**About this exercise:** The answer must consist of each line below that holds the word "Groupe", copied as it stands.

**Data extracts:**
****
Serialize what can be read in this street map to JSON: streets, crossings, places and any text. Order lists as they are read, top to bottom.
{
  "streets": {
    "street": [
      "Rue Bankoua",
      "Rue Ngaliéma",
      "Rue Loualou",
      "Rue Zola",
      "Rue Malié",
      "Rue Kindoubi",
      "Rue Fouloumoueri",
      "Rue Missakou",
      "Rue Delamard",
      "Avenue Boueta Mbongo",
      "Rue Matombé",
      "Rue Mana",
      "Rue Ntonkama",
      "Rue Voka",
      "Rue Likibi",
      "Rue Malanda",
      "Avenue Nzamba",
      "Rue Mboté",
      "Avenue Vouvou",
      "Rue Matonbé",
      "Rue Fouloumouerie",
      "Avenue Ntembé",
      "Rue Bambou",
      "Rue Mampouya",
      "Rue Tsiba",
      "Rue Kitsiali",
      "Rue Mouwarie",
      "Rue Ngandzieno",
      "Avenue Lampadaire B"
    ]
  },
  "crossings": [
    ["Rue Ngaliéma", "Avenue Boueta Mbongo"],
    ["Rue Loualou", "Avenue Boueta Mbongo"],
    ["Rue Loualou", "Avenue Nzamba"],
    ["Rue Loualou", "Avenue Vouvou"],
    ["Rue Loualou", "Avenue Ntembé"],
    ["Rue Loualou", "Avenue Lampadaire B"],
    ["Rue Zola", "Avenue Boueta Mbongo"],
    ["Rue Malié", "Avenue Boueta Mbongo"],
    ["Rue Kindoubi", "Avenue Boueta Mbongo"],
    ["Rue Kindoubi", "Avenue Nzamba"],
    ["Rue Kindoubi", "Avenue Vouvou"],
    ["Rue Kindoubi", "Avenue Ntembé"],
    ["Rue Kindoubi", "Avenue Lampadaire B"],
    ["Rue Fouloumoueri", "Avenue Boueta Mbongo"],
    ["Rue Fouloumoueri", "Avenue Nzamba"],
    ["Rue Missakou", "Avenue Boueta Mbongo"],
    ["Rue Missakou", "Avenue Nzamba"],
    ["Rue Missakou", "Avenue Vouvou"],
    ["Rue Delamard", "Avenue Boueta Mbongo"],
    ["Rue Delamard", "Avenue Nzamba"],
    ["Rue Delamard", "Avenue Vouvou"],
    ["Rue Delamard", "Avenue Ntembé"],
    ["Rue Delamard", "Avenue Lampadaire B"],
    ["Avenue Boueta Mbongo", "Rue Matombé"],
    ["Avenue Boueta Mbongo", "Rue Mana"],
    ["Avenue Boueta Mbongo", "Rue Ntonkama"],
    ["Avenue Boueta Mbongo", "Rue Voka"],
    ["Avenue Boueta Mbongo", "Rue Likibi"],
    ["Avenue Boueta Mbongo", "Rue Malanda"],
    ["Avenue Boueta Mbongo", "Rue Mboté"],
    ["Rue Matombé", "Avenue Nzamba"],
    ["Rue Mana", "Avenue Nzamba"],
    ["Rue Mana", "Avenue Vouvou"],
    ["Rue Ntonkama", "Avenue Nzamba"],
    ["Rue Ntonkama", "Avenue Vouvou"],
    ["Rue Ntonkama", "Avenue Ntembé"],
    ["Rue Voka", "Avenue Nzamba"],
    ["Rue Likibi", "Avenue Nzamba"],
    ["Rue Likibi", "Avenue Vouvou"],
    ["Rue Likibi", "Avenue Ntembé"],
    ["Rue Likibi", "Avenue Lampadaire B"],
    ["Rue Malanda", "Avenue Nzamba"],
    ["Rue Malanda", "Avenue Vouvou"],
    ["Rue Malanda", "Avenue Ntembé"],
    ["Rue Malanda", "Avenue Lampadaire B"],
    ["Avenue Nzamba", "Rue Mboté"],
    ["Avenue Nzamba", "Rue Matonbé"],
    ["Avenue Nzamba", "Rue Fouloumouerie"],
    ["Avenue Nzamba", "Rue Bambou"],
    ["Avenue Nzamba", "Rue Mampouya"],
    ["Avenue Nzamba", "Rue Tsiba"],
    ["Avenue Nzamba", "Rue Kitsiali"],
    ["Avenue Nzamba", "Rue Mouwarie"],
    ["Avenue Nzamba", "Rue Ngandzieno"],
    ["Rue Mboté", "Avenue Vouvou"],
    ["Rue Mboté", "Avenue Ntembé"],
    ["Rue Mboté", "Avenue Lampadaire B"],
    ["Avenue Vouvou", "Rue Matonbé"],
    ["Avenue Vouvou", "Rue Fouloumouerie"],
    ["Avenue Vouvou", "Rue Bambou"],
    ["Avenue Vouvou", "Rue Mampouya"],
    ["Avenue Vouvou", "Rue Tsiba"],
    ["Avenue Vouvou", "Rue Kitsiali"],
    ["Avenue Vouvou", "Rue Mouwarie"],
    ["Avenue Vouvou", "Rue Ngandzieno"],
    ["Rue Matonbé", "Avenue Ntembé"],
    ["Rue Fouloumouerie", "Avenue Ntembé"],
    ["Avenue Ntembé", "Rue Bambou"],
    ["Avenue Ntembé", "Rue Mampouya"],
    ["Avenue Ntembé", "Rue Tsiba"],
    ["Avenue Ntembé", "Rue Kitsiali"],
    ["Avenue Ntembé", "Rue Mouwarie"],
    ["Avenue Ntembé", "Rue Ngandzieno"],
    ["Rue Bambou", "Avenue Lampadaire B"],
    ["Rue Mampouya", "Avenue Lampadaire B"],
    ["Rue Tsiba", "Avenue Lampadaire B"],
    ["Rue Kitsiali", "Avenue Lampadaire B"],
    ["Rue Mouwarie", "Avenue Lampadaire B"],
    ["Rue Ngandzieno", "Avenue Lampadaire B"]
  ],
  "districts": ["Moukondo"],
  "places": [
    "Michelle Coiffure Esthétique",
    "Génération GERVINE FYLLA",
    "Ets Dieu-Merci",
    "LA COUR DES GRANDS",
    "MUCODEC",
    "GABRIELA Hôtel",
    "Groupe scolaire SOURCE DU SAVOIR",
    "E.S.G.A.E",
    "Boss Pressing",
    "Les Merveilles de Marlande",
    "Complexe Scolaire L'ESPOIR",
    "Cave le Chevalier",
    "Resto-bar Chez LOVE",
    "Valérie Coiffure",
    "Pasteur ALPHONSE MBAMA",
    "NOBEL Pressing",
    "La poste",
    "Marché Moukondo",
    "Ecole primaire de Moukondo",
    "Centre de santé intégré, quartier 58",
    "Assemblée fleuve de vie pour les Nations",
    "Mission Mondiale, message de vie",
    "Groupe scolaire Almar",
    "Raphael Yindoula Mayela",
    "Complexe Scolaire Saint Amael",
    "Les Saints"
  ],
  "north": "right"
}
****
**Completed task:**
    "Groupe scolaire SOURCE DU SAVOIR",
    "Groupe scolaire Almar",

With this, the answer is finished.